Noran J. Camp is an SSA Administrative Law Judge at the Boston Hearing Office with a lifetime approval rate of 64%. This sits above the national average of 58%. Over 3 years on the bench and 2,992 lifetime decisions, this judge has maintained a consistent record. Aggregate rates describe past decisions, not predictions for your individual hearing. An experienced attorney can help you prepare your case for this judge's specific bench.
This page presents publicly available SSA Office of Hearings Operations disposition data, with no editorial rating or evaluation. ALJs are independent decisionmakers; aggregate statistics describe past patterns, not predictions of how any individual case will be decided. Information here is provided for hearing preparation, not as legal advice.
Approval rates
Judge Camp's approval record is measured against the Boston Hearing Office latest average of 53% and the national benchmark of 58%. These figures provide a statistical snapshot of how cases have been decided at this office. With a career spanning 2,992 lifetime decisions, the data offers a look at historical trends. Aggregate rates describe past decisions, not predictions for your individual hearing.
Office- and national-level breakdowns of fully favorable vs denial rates aren't currently published by SSA in the per-office disposition data. The judge's own breakdown is the detail we have today.
Approval rate over time
Year-over-year approval rate across Judge Camp's docket. Annual rates fluctuate with the mix of cases SSA assigns; the longer-run pattern is more informative than any single year.
Decision pattern
Over a 3-year tenure, Judge Camp's approval rate has shown a shift, moving from 72% in 2017 to 59% in 2019. This trend reflects the judge's evolving approach to the evidence presented in disability claims. While the rate has adjusted over time, the volume of 2,992 lifetime decisions provides a foundation for understanding this pattern. Recent data suggests a move toward alignment with broader regional averages.

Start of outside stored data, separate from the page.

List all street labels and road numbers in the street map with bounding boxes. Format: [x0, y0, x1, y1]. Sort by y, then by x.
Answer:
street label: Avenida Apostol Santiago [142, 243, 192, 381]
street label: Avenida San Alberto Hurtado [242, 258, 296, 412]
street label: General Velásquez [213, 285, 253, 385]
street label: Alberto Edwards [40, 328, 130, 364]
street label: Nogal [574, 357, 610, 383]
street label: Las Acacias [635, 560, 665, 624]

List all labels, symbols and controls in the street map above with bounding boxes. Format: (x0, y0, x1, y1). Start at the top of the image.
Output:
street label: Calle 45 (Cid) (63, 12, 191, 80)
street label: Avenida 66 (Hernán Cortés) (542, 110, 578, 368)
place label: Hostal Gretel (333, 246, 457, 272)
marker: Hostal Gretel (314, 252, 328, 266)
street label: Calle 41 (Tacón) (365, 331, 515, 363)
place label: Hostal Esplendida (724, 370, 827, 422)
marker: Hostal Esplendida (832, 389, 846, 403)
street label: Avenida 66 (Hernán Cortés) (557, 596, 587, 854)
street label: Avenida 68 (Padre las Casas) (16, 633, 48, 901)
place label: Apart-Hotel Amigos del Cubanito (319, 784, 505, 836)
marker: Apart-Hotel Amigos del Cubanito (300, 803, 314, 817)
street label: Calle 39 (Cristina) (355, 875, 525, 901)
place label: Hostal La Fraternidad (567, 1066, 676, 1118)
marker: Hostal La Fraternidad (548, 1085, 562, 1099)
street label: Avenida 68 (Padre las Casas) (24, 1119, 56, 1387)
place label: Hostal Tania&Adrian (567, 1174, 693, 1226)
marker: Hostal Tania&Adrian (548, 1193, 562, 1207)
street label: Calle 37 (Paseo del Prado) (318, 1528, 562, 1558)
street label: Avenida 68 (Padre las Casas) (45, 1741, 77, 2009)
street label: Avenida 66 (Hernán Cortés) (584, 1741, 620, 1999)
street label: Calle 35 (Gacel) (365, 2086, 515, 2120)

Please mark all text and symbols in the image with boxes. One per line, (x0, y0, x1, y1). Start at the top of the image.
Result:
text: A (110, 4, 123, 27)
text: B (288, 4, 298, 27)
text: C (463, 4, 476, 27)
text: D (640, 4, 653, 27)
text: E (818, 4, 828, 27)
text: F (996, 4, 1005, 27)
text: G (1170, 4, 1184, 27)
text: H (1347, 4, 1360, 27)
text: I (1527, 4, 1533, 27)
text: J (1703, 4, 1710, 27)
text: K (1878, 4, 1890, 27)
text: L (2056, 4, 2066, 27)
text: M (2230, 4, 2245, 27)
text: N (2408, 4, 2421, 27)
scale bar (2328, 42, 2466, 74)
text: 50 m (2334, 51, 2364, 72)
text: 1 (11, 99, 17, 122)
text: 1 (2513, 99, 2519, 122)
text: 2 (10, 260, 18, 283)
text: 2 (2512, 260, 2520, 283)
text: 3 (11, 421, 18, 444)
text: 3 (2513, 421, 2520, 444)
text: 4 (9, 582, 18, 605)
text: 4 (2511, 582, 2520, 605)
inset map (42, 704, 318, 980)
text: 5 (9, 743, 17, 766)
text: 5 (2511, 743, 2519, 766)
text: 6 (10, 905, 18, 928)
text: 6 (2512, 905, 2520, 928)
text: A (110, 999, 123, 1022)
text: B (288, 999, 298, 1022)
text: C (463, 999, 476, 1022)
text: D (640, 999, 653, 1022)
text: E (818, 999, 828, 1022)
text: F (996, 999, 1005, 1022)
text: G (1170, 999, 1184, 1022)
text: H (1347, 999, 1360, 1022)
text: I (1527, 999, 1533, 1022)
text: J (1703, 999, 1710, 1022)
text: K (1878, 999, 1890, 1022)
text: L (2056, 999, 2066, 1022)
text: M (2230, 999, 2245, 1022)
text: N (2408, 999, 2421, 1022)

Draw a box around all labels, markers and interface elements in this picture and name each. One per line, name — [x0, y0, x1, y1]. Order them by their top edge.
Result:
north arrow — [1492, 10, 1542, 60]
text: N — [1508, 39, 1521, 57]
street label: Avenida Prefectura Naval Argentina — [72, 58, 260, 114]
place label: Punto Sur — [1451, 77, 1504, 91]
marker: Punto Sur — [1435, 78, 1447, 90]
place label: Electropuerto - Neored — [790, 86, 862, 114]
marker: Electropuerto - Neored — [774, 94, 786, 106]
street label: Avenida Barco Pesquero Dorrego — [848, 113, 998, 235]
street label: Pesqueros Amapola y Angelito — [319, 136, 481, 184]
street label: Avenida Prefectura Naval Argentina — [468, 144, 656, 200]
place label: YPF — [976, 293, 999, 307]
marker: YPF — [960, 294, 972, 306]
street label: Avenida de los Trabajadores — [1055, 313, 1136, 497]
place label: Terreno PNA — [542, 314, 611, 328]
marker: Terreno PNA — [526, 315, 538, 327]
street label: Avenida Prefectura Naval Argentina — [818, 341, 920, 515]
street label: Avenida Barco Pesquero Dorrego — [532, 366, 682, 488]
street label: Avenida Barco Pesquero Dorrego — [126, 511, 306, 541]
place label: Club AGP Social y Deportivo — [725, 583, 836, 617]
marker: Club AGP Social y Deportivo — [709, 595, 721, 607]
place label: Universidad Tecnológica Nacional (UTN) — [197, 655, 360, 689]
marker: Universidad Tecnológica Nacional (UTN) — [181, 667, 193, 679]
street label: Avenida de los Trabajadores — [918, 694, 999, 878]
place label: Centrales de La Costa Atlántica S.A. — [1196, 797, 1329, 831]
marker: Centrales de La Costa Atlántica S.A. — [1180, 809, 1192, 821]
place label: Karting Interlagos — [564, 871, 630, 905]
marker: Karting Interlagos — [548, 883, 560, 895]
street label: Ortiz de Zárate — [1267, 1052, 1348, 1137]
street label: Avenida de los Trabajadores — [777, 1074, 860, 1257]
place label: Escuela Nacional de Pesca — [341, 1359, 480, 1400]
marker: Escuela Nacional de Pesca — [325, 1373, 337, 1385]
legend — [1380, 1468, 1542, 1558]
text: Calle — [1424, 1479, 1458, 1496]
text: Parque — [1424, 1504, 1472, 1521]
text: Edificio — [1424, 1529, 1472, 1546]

Preparing for an SSDI hearing
The guidance below applies to any SSDI hearing, not specifically to Judge Camp's bench. Judge-specific preparation guidance requires a corpus of public Appeals Council decisions involving each judge, which we haven't built yet.
- Bring a clean treating-physician record. Longitudinal primary-care or specialist notes spanning the disability period, with consistent symptom documentation, are typically the strongest evidence at hearing. A single month's records usually aren't enough.
- Don't rely on consultative exams alone. If your medical evidence is built primarily around a one-time CE finding, expect detailed questioning. Supplement with treating-source statements where possible.
- Prepare for daily-activity questions. Have honest, specific answers about a typical day. Answers that conflict with the medical record (in either direction) tend to hurt credibility.
- Expect transferable-skills probing. A vocational expert will usually testify about jobs available to someone with your limitations. Your representative should be prepared to cross-examine.
Hearing with Judge Camp? See if a free benefits review fits your case.
Check My BenefitsAbout the Boston hearing office
The Boston Hearing Office serves a large population across Massachusetts, managing a high volume of disability claims. With a bench of 6 judges, the office handles complex cases that require careful documentation and medical evidence. The office-wide latest approval rate of 53% reflects the standards applied to hearings in this region. You can view the full roster on the Boston Hearing Office page.
Other judges at this hearing office
The Social Security Administration assigns cases through a workload-balancing algorithm, meaning your assignment to a specific judge is essentially random. Within the Boston Hearing Office, lifetime approval rates among the bench vary significantly, ranging from 37% to 65%. This variance highlights why understanding the local judicial environment is important for your claim. You can find more information on the Boston Hearing Office page.